Page 1 of 1

Explain how would you train perceptron? Implement it in plain python

Posted: Wed May 15, 2024 6:09 am
by quantumadmin
Training a perceptron involves adjusting its weights based on the input data to minimize classification errors. The perceptron algorithm is a simple type of linear classifier that makes its predictions based on a linear predictor function combining a set of weights with the feature vector.

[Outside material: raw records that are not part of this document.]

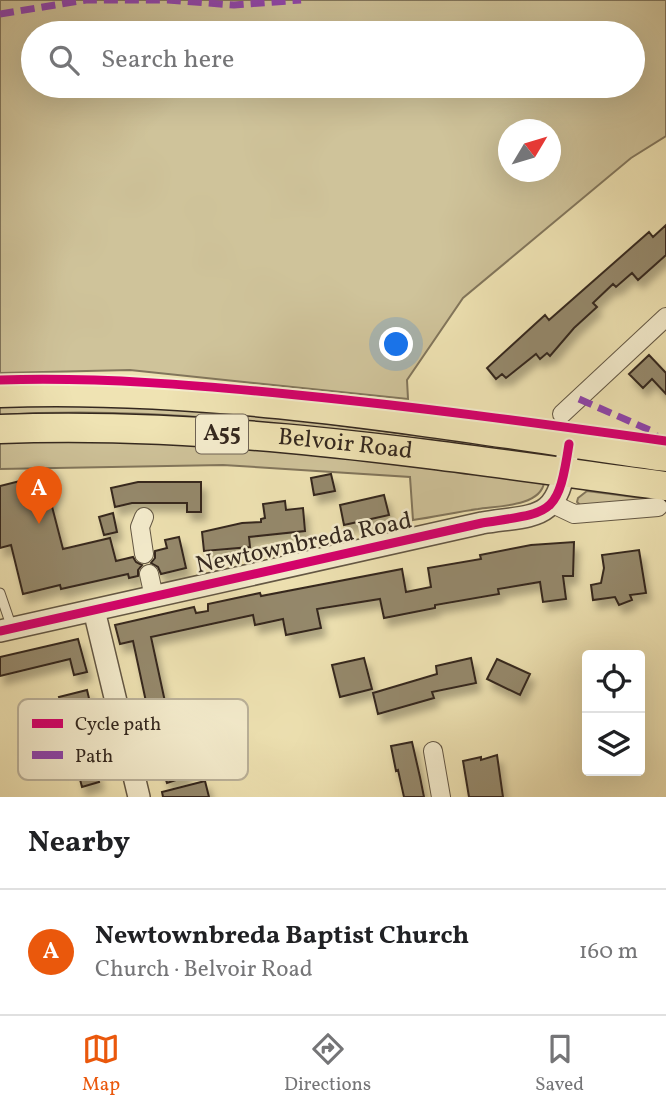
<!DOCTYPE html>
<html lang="en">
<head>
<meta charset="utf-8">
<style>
	body { margin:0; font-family:Vollkorn,serif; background:#f2f2f2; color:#202124 }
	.controls { position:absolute; right:21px; bottom:21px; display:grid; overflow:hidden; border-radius:7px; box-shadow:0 7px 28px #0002 }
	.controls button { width:63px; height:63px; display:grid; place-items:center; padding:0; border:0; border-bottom:2px solid #e0e0e0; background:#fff; color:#202124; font:35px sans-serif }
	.compass { position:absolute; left:498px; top:119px; width:63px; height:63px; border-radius:50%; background:#fff; box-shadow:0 7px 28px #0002; rotate:52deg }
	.you { position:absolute; left:397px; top:345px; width:24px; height:24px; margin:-18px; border:5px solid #fff; border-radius:50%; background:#1a73e8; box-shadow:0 0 0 10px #1a73e833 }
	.badge { display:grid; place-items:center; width:46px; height:46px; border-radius:50%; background:#ea580c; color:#fff; font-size:23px; font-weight:700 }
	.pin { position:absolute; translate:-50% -58px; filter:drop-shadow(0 2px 4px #0008) }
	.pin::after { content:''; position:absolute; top:37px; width:24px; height:21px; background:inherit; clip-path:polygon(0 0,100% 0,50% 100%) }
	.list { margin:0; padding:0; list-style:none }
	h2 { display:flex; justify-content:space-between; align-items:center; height:91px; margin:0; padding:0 28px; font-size:30px }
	h2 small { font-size:23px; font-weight:400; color:#757577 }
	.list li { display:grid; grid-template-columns:46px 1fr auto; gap:21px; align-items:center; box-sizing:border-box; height:126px; padding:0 28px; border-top:2px solid #e0e0e0 }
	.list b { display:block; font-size:26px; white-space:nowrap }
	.list p { margin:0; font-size:23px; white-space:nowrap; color:#757577 }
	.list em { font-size:23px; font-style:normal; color:#757577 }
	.icon { flex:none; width:38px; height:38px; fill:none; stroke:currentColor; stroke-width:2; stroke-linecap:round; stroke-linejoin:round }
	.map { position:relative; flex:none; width:666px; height:797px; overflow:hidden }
	.search { position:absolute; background:#fff; box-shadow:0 7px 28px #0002; left:21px; right:21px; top:21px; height:77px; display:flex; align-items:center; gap:18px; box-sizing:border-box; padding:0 24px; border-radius:38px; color:#757577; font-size:26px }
	.sheet { height:217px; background:#fff }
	nav { display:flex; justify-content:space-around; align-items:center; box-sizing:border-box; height:98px; border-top:2px solid #e0e0e0; background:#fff; font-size:19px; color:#757577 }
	nav a { display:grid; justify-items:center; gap:4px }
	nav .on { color:#ea580c }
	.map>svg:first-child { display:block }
	.green { fill:#cfc39a; stroke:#82765c; stroke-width:2; fill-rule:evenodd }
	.building { fill:#95896c; stroke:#34281f; stroke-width:2; filter:url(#shadow) }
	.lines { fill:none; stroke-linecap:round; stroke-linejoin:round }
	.service-casing { stroke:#635744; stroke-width:11 }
	.minor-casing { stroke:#635744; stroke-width:20 }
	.tertiary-casing { stroke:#635744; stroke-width:24 }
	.trunk-casing { stroke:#34281f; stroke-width:31 }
	.service { stroke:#f5edce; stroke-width:9 }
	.minor { stroke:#f5edce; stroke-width:18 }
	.tertiary { stroke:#f5edce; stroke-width:21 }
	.trunk { stroke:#efe3b3; stroke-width:28 }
	.quiet { stroke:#8e44ad; stroke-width:7; stroke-dasharray:14 7; stroke-linecap:butt }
	.cycleway-casing { stroke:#f5edce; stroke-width:13 }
	.cycleway { stroke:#d6006c; stroke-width:9 }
	.labels { text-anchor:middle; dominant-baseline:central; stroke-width:5; stroke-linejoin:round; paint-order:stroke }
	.shield { fill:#f5edce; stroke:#6e6354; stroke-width:2 }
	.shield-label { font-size:23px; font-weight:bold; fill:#34281f }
	.street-label { font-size:24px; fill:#34281f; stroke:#f5edce }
	.key { fill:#f5edce; stroke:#bbb29a; stroke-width:2 }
	.key-label { font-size:19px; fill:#34281f }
</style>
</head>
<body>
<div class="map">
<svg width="666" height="797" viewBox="0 0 666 797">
	<defs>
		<filter id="shadow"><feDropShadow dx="4.5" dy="8" stdDeviation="3.5" flood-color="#0004"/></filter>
	</defs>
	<rect width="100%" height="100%" fill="#efe3b3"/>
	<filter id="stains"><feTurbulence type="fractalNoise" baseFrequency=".00286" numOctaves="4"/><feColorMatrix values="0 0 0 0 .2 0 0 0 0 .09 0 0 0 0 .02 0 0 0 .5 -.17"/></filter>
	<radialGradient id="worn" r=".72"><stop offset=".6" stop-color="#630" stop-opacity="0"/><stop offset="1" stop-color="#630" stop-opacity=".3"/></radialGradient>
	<path class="green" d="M0,0H666V136L631,158L463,298L407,380L408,399L130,370L0,373ZM33,33H633V86H33ZM508,130H550V172H508Z
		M0,404H82L256,414L545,453L544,458C365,436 182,403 0,415Z
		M0,441H96L223,445L480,473L544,483C540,507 495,506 478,509C456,512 435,517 413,520L410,477L223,465L0,469Z
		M587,491L650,499V502L580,505L577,502L578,498Z"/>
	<path class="building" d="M666,225V255L638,280L632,273L616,287L613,284L593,303L597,307L574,328L550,356L547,353L540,359L536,354L506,378L502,374L496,379L487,368L545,315L549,320L649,232L653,237Z
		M649,355L666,373V394L652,379L643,388L629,374Z
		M331,474L335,491L314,495L311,478Z
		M32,478L37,498L49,495L63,549L110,538L116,561L133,557L136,562L142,565L138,570V576L129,578L128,574L61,589L60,585L23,594L11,545L0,548V486Z
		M138,482H201V512H187V503H132L115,507L111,488Z
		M384,495L389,515L344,525L340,505Z
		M285,501L286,510L303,508L305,531L249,537L250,547L204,551L202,532L242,523L261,522V519L265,518L263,504Z
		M113,513L117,532L104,535L99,517Z
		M179,537L186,568L161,574L158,567L151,563L155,558V551L167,548L165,540Z
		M574,542L573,576H563L566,599L543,602L540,582L498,589L499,594L435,605V608L384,618L380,599L317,609L321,628L286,635L283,619L255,625L253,615L151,637L175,748L179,746L188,776L167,783L157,753L133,641L120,644L115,625L194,607L196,613L208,611V604L260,593L261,596L402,569L406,592L431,587L428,568L481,559L480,555L531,545Z
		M639,550L646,593L630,595L632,600L619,605L615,597L593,600L591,585L601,583L604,568L602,555Z
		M78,639L87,672L74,675L70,659L0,676V657Z
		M364,658L372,689L340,697L332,665Z
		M471,658L476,683L432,692L434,698L378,714L373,693L437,674L436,666Z
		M497,659L530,674L520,695L487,679Z
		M87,690L92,711L74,716L72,710L64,713L59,697Z
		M88,740L99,782L82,787L71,745Z
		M412,742L420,777L424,797H404L398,770L396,771L391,746Z
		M497,755L503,797H469L463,761L481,757V760Z
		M205,781L209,797H163L162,792Z"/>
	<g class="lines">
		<defs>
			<path id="service" d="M0,593L12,628"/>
			<path id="minor" d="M562,414L666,317
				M553,504L574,514L658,507
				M144,517L140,527L144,554
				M149,574L154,597
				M433,751L441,797"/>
			<path id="tertiary" d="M94,610L139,797
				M0,631L482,523C538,514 557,522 567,457"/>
			<g id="trunk">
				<path d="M0,393C223,385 446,426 666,457"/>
				<path id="s1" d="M0,429C223,420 446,457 666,486"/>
			</g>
		</defs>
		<use href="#service" class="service-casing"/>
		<use href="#minor" class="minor-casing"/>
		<use href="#tertiary" class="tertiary-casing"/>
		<use href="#trunk" class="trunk-casing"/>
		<use href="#service" class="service"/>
		<use href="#minor" class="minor"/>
		<use href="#tertiary" class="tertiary"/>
		<use href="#trunk" class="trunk"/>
		<path class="quiet" d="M0,14L86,0H168L234,5L301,0
			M579,399L654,432L656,437"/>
		<defs>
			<path id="cycleway" d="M0,380C100,377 198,385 297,395C420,407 543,424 666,441
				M0,631L482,523C552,512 558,517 569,444"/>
		</defs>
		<use href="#cycleway" class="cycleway-casing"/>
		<use href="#cycleway" class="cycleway"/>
	</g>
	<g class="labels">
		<rect class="shield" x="196" y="414.5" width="52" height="39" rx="5"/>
		<g class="shield-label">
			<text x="222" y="434">A55</text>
		</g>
		<g class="street-label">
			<text stroke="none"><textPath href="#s1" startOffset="346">Belvoir Road</textPath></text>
			<text transform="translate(304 544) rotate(-12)">Newtownbreda Road</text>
		</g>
	</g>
	<rect x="18" y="699" width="230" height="81" rx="10" class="key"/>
	<rect x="32" y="719" width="31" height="9" fill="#d6006c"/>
	<rect x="32" y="751" width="31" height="8" fill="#8e44ad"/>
	<g class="key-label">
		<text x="75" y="730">Cycle path</text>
		<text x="75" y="762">Path</text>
	</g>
	<rect width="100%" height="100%" filter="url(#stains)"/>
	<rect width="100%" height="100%" fill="url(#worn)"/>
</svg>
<div class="controls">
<button><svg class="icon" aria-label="locate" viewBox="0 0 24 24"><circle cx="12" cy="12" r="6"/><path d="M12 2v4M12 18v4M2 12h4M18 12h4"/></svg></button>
<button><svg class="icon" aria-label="layers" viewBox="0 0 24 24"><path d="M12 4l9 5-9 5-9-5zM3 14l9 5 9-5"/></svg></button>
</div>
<svg class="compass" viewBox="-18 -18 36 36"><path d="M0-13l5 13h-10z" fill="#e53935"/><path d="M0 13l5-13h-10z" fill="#757577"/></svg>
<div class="you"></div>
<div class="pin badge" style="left:39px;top:524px">A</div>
<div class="search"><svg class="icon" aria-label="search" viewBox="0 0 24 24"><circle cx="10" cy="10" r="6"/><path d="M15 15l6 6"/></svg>Search here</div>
</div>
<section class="sheet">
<h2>Nearby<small></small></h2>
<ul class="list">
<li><span class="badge">A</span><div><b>Newtownbreda Baptist Church</b><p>Church · Belvoir Road</p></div><em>160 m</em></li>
</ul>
</section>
<nav>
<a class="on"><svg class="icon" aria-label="map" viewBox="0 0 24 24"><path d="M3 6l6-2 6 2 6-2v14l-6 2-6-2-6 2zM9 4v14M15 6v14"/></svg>Map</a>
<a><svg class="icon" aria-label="directions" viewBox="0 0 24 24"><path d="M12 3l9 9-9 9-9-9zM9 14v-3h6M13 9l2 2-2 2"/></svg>Directions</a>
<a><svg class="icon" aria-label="saved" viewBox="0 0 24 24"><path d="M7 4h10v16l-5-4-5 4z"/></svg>Saved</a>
</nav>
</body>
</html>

Steps to Train a Perceptron
  • Initialize Weights and Bias: Start with small random values for weights and bias.
    Feed Input and Calculate Output: For each input, calculate the output using the step function.
    Update Weights and Bias: Adjust the weights and bias based on the error (difference between the predicted and actual labels).
    Repeat: Iterate over the dataset multiple times until the weights converge or a stopping criterion is met (e.g., a maximum number of iterations).
Perceptron Algorithm

Here’s a step-by-step implementation in plain Python:

Code: Select all

import numpy as np

class Perceptron:
    def __init__(self, learning_rate=0.01, n_iter=1000):
        self.learning_rate = learning_rate
        self.n_iter = n_iter
        self.weights = None
        self.bias = None
    
    def fit(self, X, y):
        n_samples, n_features = X.shape
        self.weights = np.zeros(n_features)
        self.bias = 0
        
        for _ in range(self.n_iter):
            for idx, x_i in enumerate(X):
                linear_output = np.dot(x_i, self.weights) + self.bias
                y_pred = self._step_function(linear_output)
                
                # Perceptron update rule
                update = self.learning_rate * (y[idx] - y_pred)
                self.weights += update * x_i
                self.bias += update
    
    def predict(self, X):
        linear_output = np.dot(X, self.weights) + self.bias
        return self._step_function(linear_output)
    
    def _step_function(self, x):
        return np.where(x >= 0, 1, 0)

# Example usage:
if __name__ == "__main__":
    # Sample data (AND gate)
    X = np.array([[0, 0], [0, 1], [1, 0], [1, 1]])
    y = np.array([0, 0, 0, 1])
    
    # Initialize the perceptron
    perceptron = Perceptron(learning_rate=0.1, n_iter=10)
    perceptron.fit(X, y)
    
    # Predict
    predictions = perceptron.predict(X)
    print("Predictions:", predictions)
Explanation of the Code
1. Initialization (__init__):
  • learning_rate: The step size for weight updates.
    n_iter: The number of iterations (epochs) over the training dataset.
2. Training (fit method):
  • Initialize weights and bias to zero.
    For each epoch, iterate over each sample in the dataset:
    Compute the linear output (weighted sum plus bias).
    Apply the step function to get the predicted label.
    Update the weights and bias using the Perceptron learning rule: update = learning_rate * (true_label - predicted_label).
3. Prediction (predict method):
  • Compute the linear output for the input.
    Apply the step function to produce the final binary output (0 or 1).
4. Step Function (_step_function method):

Returns 1 if the input is greater than or equal to 0, otherwise returns 0.

Example Usage

The example usage demonstrates training the perceptron on a simple AND gate dataset and then predicting the output for the same inputs. The perceptron should learn to correctly classify the AND gate outputs.

This implementation provides a basic understanding of how a perceptron works and can be extended to more complex problems and datasets.